I was studying the sequence A249665, which I will call $a_n$, and came up with a second sequence $b_n$ for which I could prove that the following recurrence holds.
\begin{align}
a_n&=a_{n-1}+a_{n-4}+a_{n-5}+b_{n-2}+b_{n-3}
\\b_n&=a_{n-1}+a_{n-2}+a_{n-3}+a_{n-4}+b_{n-2}+b_{n-3}+b_{n-4}
\end{align}
Here are some initial values.
\begin{align}
(a_0,…)&=(0,1,1,1,2,6,14,28,56,118,254,541,1140,…)
\\(b_0,…)&=(0,0,1,2,4,8,17,37,79,166,349,738,1563,…)
\end{align}
On the OEIS they give a linear recurrence in three sequence, so when I saw that I felt good about myself for finding one in only two sequences. However a bit further on, they give a recurrence in $a_n$ only, which caught me by surprise.
$$a_n=2a_{n-1}-a_{n-2}+2a_{n-3}+a_{n-4}+a_{n-5}-a_{n-7}-a_{n-8}$$
The companion matrix of this recurrence has the same dimension as the one for my recurrence, which leads me to believe there should be some method to find this recurrence out of mine.
So is there a general method to combine two simultaneous linear recurrences into one? Or can you at least find a way to deduce the one from OEIS from the simultaneous one I found?
Best Answer
I think I figured it out. At least for this specific case. I think the idea applies pretty generally, but can become much more complicated. This case is just a bit of algebraic manipulation.

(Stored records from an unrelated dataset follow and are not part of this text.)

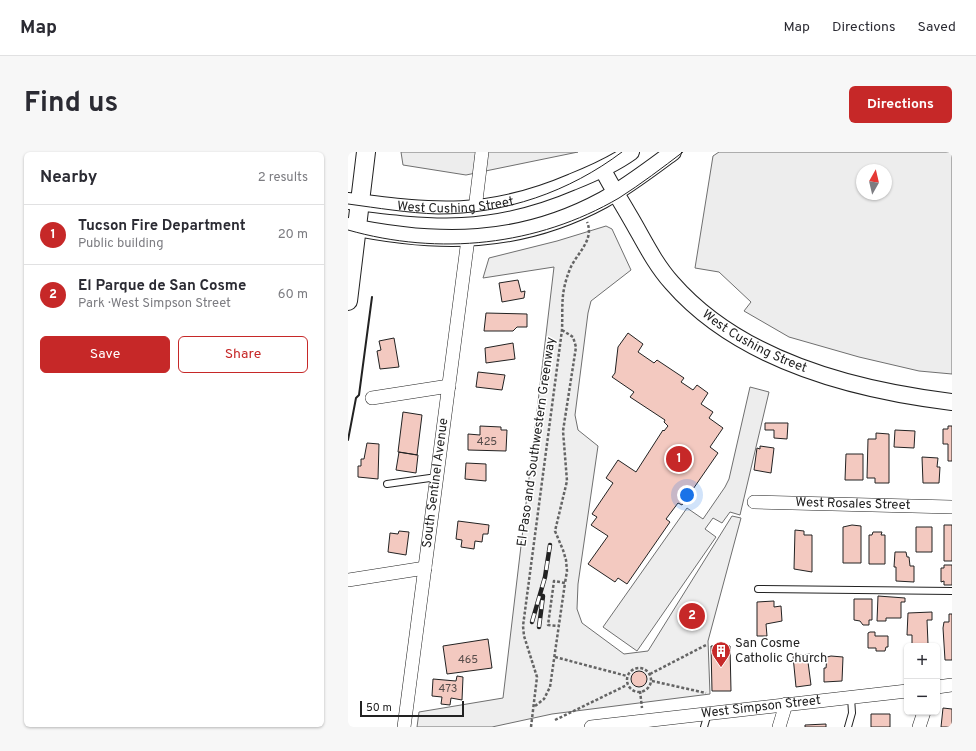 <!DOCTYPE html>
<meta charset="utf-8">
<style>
:root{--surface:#fff;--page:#f7f7f7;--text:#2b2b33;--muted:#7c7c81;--line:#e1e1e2;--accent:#c62828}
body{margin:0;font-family:Overpass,sans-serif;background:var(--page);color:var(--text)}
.controls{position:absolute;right:12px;bottom:12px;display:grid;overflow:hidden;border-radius:6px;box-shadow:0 1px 3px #0004}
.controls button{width:36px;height:36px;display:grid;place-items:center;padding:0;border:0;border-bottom:1px solid var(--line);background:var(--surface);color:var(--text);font:20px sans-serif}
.compass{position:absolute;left:508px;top:12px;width:36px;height:36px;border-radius:50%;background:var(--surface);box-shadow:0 1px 3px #0004;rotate:8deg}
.scale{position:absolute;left:12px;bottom:10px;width:104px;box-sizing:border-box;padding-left:4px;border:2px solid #222;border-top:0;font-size:11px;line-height:14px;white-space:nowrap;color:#222;-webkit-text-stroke:3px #fff;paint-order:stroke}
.you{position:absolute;left:339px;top:343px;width:14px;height:14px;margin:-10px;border:3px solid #fff;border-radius:50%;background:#1a73e8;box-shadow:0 0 0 6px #1a73e833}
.badge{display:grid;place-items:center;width:26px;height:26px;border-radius:50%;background:var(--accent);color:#fff;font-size:13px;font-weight:700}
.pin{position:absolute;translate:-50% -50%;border:2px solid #fff;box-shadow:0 1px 4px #0006}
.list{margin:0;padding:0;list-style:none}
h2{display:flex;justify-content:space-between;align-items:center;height:52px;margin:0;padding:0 16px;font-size:17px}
h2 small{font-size:13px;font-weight:400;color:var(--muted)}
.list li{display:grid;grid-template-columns:26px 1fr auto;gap:12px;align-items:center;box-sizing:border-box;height:60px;padding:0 16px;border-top:1px solid var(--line)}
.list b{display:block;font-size:15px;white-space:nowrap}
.list p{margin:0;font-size:13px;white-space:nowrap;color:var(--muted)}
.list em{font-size:13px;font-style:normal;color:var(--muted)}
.actions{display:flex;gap:8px;padding:12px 16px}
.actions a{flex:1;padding:9px 0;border:1px solid var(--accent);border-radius:6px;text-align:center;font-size:14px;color:var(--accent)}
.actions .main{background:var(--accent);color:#fff}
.map{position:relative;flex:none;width:604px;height:575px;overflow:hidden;border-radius:6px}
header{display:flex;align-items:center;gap:24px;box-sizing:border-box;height:56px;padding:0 20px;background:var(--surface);border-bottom:1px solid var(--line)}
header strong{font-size:19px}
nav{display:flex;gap:22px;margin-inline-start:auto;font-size:14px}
.intro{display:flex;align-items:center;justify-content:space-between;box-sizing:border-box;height:96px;padding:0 24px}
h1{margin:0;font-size:28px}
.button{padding:10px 18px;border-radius:6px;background:var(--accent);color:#fff;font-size:14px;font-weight:700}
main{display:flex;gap:24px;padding:0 24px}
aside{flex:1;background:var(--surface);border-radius:6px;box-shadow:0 1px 3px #0004}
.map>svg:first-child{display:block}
.green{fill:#eee;stroke:#6f6f6f}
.parking{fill:#ededed;stroke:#6f6f6f;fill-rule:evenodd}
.building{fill:#f3c9c0;stroke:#222}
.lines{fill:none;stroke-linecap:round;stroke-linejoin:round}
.service-casing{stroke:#222;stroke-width:8}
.minor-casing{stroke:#222;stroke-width:14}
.tertiary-casing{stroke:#222;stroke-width:18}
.secondary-casing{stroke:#222;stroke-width:20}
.path{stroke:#646464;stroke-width:2.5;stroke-dasharray:3 2;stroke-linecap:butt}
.service{stroke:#fff;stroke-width:6}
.minor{stroke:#fff;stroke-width:13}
.tertiary{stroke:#fff;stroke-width:16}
.secondary{stroke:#fff;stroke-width:18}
.tram{stroke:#222;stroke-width:1}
.rail-casing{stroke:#222;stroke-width:4.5}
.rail{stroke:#fff;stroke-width:3;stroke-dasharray:9;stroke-linecap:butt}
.wall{stroke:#222;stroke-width:2}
.labels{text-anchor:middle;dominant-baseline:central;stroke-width:3;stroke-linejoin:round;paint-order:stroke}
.number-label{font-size:11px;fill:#564c4a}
.street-label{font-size:13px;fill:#222;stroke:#fff}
.poi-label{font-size:13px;fill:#222;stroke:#fff;text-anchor:start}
</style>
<header>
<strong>Map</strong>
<nav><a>Map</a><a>Directions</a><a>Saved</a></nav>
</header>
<div class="intro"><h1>Find us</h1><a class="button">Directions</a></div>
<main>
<aside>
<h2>Nearby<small>2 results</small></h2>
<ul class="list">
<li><span class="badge">1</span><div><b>Tucson Fire Department</b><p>Public building</p></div><em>20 m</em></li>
<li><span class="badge">2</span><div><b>El Parque de San Cosme</b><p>Park · West Simpson Street</p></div><em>60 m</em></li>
</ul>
<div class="actions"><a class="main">Save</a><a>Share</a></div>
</aside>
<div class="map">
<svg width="604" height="575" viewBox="0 0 604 575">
<rect width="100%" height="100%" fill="#fff"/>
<!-- green -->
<path class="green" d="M258 74 264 77 283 118 243 149 240 161 227 263 230 278 250 294 230 432 229 457 234 471 276 502 300 499 384 364 393 366 360 489 362 542 204 562 144 575H69L71 560 155 546 206 115 135 126 141 106 209 89Z"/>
<!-- parking -->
<path class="parking" d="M53 0H230L118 23 55 13Z
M371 0H604V222L571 219 511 205 441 185 396 159 403 150 371 120 347 116 365 4ZM514 18H538V42H514Z
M402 235 421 240 392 363 382 360 374 371 365 366 357 377 368 385 289 499 255 475 339 356 355 367 377 335 381 327Z"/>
<!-- building -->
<path class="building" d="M170 128 173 140 177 139 176 146 154 150 151 131Z
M138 161 179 162V175H169L165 179H136Z
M280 181 295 192 290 200 306 211 309 208 336 226 333 230 345 238 349 233 360 241 353 252 365 260 361 266 375 276 362 295 370 301 334 353 330 351 318 367 322 370 279 432 270 426 267 430 240 412 260 384 243 373 249 365 244 362 265 331 258 326 270 308 288 320 315 278 316 279 320 274 316 270 317 268 282 245 286 240 264 225 267 221 270 195Z
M46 186 51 215 32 217 29 199 33 198 31 189Z
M165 191 167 207 138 211 137 196Z
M130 220 157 223 154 238 128 235Z
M55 260 74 263 69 303 50 300Z
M417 271H440L439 287 426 286V278H417Z
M132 274 153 275V278H159L158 299 120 298V282L132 283Z
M600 274H604V309H600V292H595V277H600Z
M547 278 567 279 566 296 546 295Z
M528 281 541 282V331H527V326H519L520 287H528Z
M19 291 31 292 30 327 10 325V314H13V307H16Z
M412 294 426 296 423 321 406 318 409 296 412 297Z
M51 300 70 303 68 321 48 318Z
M498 302H515V328H497Z
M574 305 590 306 589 315H592L591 331H575Z
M118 311 138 312V329L117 327Z
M110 369 141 373 140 382H135L134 390 127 389 126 397 113 395 114 388 108 387Z
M504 373 513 374V411H495V375Z
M596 373H604V409H596Z
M568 375H584V400H568Z
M447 378 456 379V383H464V420L446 417Z
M51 379 61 380 58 403 40 400 42 381 50 382Z
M525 380H534L533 383H537V412H521V383H524Z
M547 400H558L559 405H561L562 414H566V430L548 429V415H546Z
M596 413H604V433H596V429L593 430V416H596Z
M530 444 557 446V450H553V466H538V469H529Z
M506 447H524V468H521V473H515L512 469 506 468Z
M426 449V455L433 454 434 469 418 472 419 484H409V450Z
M584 460V468H579L580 492H564V483H559L560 461Z
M601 462H604V508H597L595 476 596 470H601Z
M522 480H527V484H540V495H538L537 499H528V496H520V481Z
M140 487 144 516 99 522 95 494Z
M363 494H382L383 539H364Z
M462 502 463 510H460L463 533 448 535 445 504Z
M483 504 495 505 494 529 476 530V516H478L479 505Z
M283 527a8 8 0 1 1 16 0a8 8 0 1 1-16 0Z
M109 524 115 525 114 548 103 546 102 553 93 552 94 545 84 544 85 527 108 529Z
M595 556 604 557V575H593Z
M523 562H542V575H523Z
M478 572V575H457V573Z"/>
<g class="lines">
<!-- service casing -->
<g class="service-casing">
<path id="service" d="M39 332 89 325
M410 437 604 439
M356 575 360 561
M500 575 504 561 503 545"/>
</g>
<!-- minor casing -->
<g class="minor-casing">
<g id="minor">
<path d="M127 57 134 0"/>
<path d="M24 246 101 234"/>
<path id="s1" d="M406 350 604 355"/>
<path d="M0 428 77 416"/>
<path d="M589 535 604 533"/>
<path id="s2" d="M56 575 120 87"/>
<path id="s3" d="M243 575 559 539"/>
<path d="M431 575 438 552"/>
<path d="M571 575 576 560"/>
</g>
</g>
<!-- tertiary casing -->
<g class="tertiary-casing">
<g id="tertiary">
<path id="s4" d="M255 18C263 34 273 49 282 65 295 87 306 111 324 131 392 209 505 238 604 250"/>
<path id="s5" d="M0 49C87 60 140 66 224 30 244 22 265 13 283 0"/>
<path d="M0 74C90 93 172 93 255 48 280 34 302 17 325 0"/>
</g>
</g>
<!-- secondary casing -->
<g class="secondary-casing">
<path id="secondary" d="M0 149 18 0"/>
</g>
<!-- path -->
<path class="path" d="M214 178 225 185 228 195 215 279 219 329 207 379 215 398 218 408 219 419 217 431
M207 505 279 524
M279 528a12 12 0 1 1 24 0a12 12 0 1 1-24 0Z
M302 522 358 493
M304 529 358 541
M292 539 294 556
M187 554 196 547 202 535 217 431 206 429 200 473 211 474
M207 568 279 533
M183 575 189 525 176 484 175 474 214 178C215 153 212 142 222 117 228 102 247 88 239 70"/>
<!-- service -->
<use href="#service" class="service"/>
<!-- minor -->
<use href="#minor" class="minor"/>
<!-- tertiary -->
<use href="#tertiary" class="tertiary"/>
<!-- secondary -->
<use href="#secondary" class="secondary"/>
<!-- tram -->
<path class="tram" d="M0 52C30 56 60 61 90 62 157 62 221 40 274 0
M0 78C91 104 189 94 271 46 293 32 314 16 335 0"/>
<!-- rail casing -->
<g class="rail-casing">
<path id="rail" d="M184 470 197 425 202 393
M191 475 195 444"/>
</g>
<!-- rail -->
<use href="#rail" class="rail"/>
<!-- wall -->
<path class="wall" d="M0 288 8 246 11 243 24 145"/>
</g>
<!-- icons -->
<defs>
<g id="building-pin" transform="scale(1)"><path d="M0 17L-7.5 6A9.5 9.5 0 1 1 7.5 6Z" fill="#c62828" stroke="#fff"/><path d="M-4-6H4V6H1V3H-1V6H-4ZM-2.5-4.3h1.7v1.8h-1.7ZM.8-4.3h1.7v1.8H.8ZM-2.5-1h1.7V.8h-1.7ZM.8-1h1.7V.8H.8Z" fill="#fff"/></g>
</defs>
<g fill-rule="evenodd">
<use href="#building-pin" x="373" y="499"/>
</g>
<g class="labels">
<!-- number labels -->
<g class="number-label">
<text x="139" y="290">425</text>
<text x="120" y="508">465</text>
<text x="100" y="537">473</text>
</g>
<!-- street labels -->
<g class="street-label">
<text stroke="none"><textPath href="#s5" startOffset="108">West Cushing Street</textPath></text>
<text stroke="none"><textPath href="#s4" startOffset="235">West Cushing Street</textPath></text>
<text transform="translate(189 290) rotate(-82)">El Paso and Southwestern Greenway</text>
<text stroke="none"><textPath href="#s2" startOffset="246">South Sentinel Avenue</textPath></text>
<text stroke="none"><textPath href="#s1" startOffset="99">West Rosales Street</textPath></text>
<text stroke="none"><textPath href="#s3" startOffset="171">West Simpson Street</textPath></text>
</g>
<!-- poi labels -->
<g class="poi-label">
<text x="387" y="492">San Cosme<tspan x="387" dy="15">Catholic Church</tspan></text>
</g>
</g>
</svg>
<div class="controls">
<button>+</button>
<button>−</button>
</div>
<svg class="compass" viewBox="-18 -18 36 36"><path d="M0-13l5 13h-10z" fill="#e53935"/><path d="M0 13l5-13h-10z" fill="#7c7c81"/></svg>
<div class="scale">50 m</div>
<div class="you"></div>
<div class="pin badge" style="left:331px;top:307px">1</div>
<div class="pin badge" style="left:344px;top:464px">2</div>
</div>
</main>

Note that from the first recurrence formula we get $b_n+b_{n-1}=a_{n+2}-a_{n+1}-a_{n-2}-a_{n-3}$. We find \begin{align} a_n &=a_{n-1}+a_{n-4}+a_{n-5}+b_{n-2}+b_{n-3} \\&=a_{n-1}+a_{n-4}+a_{n-5}+b_{n-3} \\&+(a_{n-3}+a_{n-4}+a_{n-5}+a_{n-6}+b_{n-4}+b_{n-5}+b_{n-6}) \\&=a_{n-1}+a_{n-3}+2a_{n-4}+2a_{n-5}+a_{n-6} \\&+(b_{n-3}+b_{n-4})+(b_{n-5}+b_{n-6}) \\&=a_{n-1}+a_{n-3}+2a_{n-4}+2a_{n-5}+a_{n-6} \\&+(a_{n-1}-a_{n-2}-a_{n-5}-a_{n-6})+(a_{n-3}-a_{n-4}-a_{n-7}-a_{n-8}) \\&=2a_{n-1}-a_{n-2}+2a_{n-3}+a_{n-4}+a_{n-5}-a_{n-7}-a_{n-8}. \end{align}
To get an idea of the general approach, consider the problem of finding a recurrence for $b_n$. By applying the first recurrence formula on every $a$ term in the second, we obtain \begin{align} b_n &=b_{n-2}+b_{n-3}+b_{n-4} \\&+(a_{n-2}+a_{n-5}+a_{n-6}+b_{n-3}+b_{n-4}) \\&+(a_{n-3}+a_{n-6}+a_{n-7}+b_{n-4}+b_{n-5}) \\&+(a_{n-4}+a_{n-7}+a_{n-8}+b_{n-5}+b_{n-6}) \\&+(a_{n-5}+a_{n-8}+a_{n-9}+b_{n-6}+b_{n-7}). \end{align} By the second recurrence formula we get $a_n+a_{n-1}+a_{n-2}+a_{n-3}=b_{n+1}-b_{n-1}-b_{n-2}-b_{n-3}$, giving \begin{align} b_n &=b_{n-2}+2b_{n-3}+3b_{n-4}+2b_{n-5}+2b_{n-6}+b_{n-7} \\&+(b_{n-1}-b_{n-3}-b_{n-4}-b_{n-5}) \\&+(b_{n-4}-b_{n-6}-b_{n-7}-b_{n-8}) \\&+(b_{n-5}-b_{n-7}-b_{n-8}-b_{n-9}) \\&=b_{n-1}+b_{n-2}+b_{n-3}+3b_{n-4}+2b_{n-5}+b_{n-6}-b_{n-7}-2b_{n-8}-b_{n-9}. \end{align}
If you want to practice this youself, I advise to try and come up with a recurrence formula for the partial sums of fibonacci numbers, so give a recurrence formula for $s_n$ when $f_n=f_{n-1}+f_{n-2}$ and $s_n=s_{n-1}+f_n$.